C’est pour cette raison qu’aujourd’hui je vais vous conter une histoire, celle d’une battante, d’une guerrière, mais aussi … celle d’un monstre.
Cette histoire, c’est celle de Margot. 

Il était une fois, dans ce pays riche et puissant qu’est la France, vivait une jeune femme du nom de Margot qui croquait la vie à pleine dent. Sa joie de vivre et son sourire étaient contagieux et ils faisaient le bonheur de ses ami.e.s. Après une riche expérience de jeune fille au pair en Angleterre, elle sortit major de sa promo et à 23 ans, grâce à sa détermination sans faille elle décrocha un bel emploi, faisant la fierté de sa famille. Il ne manquait plus qu’à Margot de trouver son beau Prince charmant pour clôturer son joli conte de fée moderne.Quelques mois après, Margot fit la rencontre d’un Prince Charmant, il n’arriva pas sur un cheval blanc, mais avec un beau costume et un charisme envoutant. Le Prince était drôle et attentionné, un véritable gentleman. Le charme opéra. Et l’idylle débuta.

Nous connaissons tous.tes les contes de fée, nous savons tous.tes qu’à un moment donné, les ténèbres vont prendre le dessus, l’arrivée d’une méchante sorcière ou d’un dragon maléfique va essayer de tout gâcher. Mais ce ne sont que des histoires, l’écrivain.e peut manipuler la fin à sa guise pour le fameux Happy End. Margot, elle, vivait dans le monde réel. Alors le « fameux Happy End » peut vite tourner au cauchemar. Car c’est à l’instant précis où le Prince entra dans la vie de Margot que son supplice commença. Elle n’allait pas être la princesse bien-aimée de son prince mais sa  prisonnière, ne devenant plus que l’ombre d’elle-même, et la victime de son bourreau.

Au début, la romance semble parfaite aux yeux de tous, même pour Margot. Mais le Prince qui était si drôle et attentionné, changea ; le Prince était de plus en plus souvent en colère, il était même parfois très agressif dans sa manière de s’adresser à sa princesse, c’est comme ça que les premières violences commencèrent : des mots durs et injustifiés, de l’agressivité, des insultes, puis des coups et même des étranglements. C’est comme ça, que Margot sera confrontée à l’horreur et à la cruauté d’un homme, dont elle sera la captive. Comme cela arrive pour la plupart des femmes battues, Margot ne réalisa pas tout de suite que ce qu’elle subissait était des violences conjugales et que ce n’était absolument pas normal et pas de sa faute. Elle était amoureuse, profondément amoureuse de son Prince. Margot était choquée et désemparée par les agissements de son amant, mais dès que celui-ci s’excusait et disait qu’il ne recommencerait plus, qu’il avait agi sous le coup de la colère, aveuglée par son amour et totalement sous l’emprise de son bourreau, Margot pardonna à chaque fois.

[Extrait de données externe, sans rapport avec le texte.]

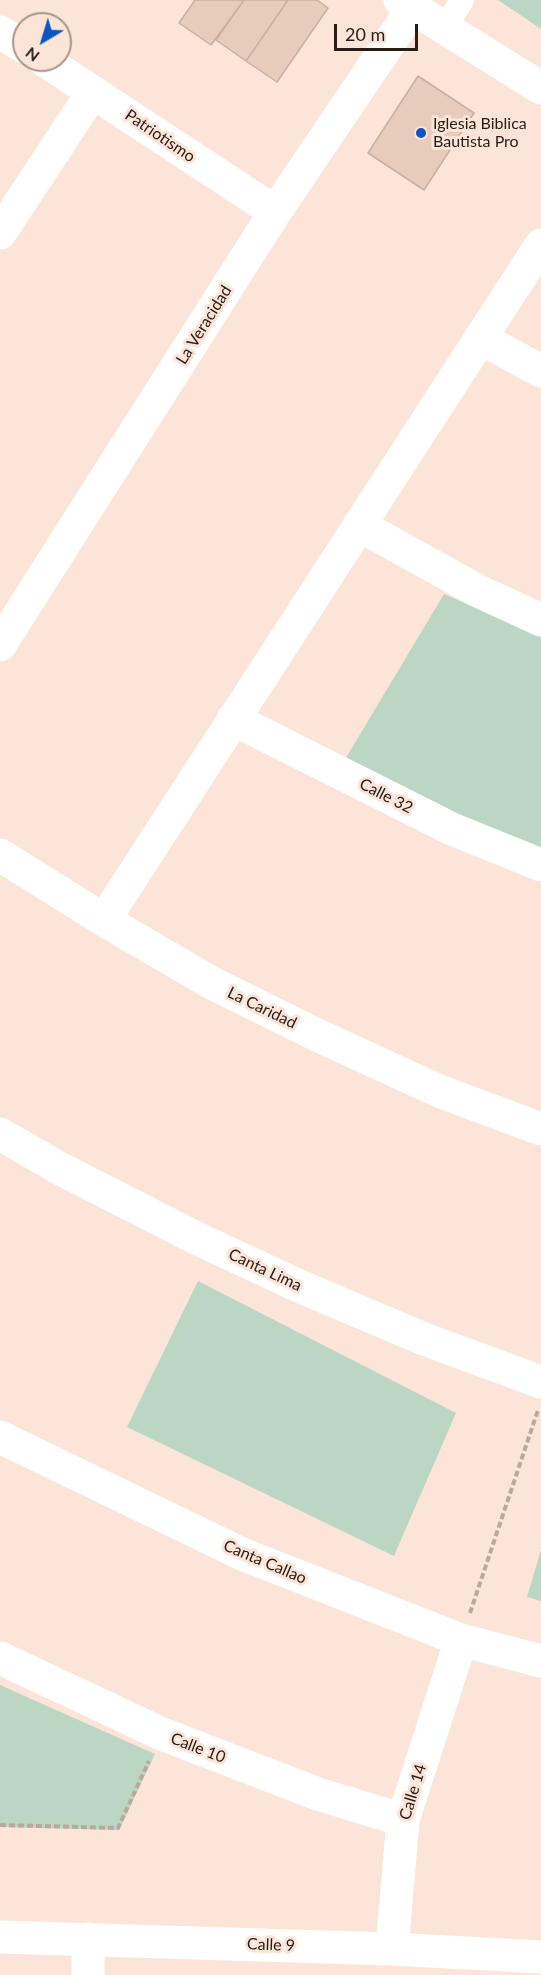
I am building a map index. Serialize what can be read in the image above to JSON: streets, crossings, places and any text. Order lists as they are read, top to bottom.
{
  "streets": {
    "street": [
      "Patriotismo",
      "La Veracidad",
      "Calle 32",
      "La Caridad",
      "Canta Lima",
      "Canta Callao",
      "Calle 10",
      "Calle 14",
      "Calle 9"
    ]
  },
  "crossings": [
    ["Patriotismo", "La Veracidad"],
    ["Canta Callao", "Calle 14"],
    ["Calle 10", "Calle 14"],
    ["Calle 14", "Calle 9"]
  ],
  "places": ["Iglesia Biblica Bautista Pro"],
  "scale_bar": "20 m",
  "north": "bottom left"
}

Mais toujours en pleine possession de ses moyens, le Prince recommença, encore et encore. Encore plus d’insultes, encore plus de coups. Des coups de plus en plus forts, des bleus de plus en plus durs à camoufler. Toutes ces marques sur son corps sont de plus en plus tenaces mais ne sont jamais visibles, car oui, un Prince fait toujours attention à l’endroit où il frappe. Au fils  des mois, les violences vont s’accentuer et se diversifier, mensonges et menaces sont les maîtres mots du Prince. Margot vit alors dans la peur constante. Les violences psychologiques et les humiliations viennent s’additionner à son quotidien. Sa nouvelle vie l’avait, contre son gré, faite prisonnière. Toujours en ayant pleinement conscience de ses actes et sous aucune emprise (ni stupéfiant, ni alcool) le Prince, inventait des « jeux » pour Margot.  Son « jeu « préféré était de tenir Margot en équilibre, par son t-shirt, du haut des marches de l’escalier : soit il la lâche, soit il la rattrape. Mais un prince se doit de rester un prince, Margot fut rattrapée à chaque fois.
Vous et moi le savons bien, ces « jeux » n’étaient rien qu’autre que de la torture.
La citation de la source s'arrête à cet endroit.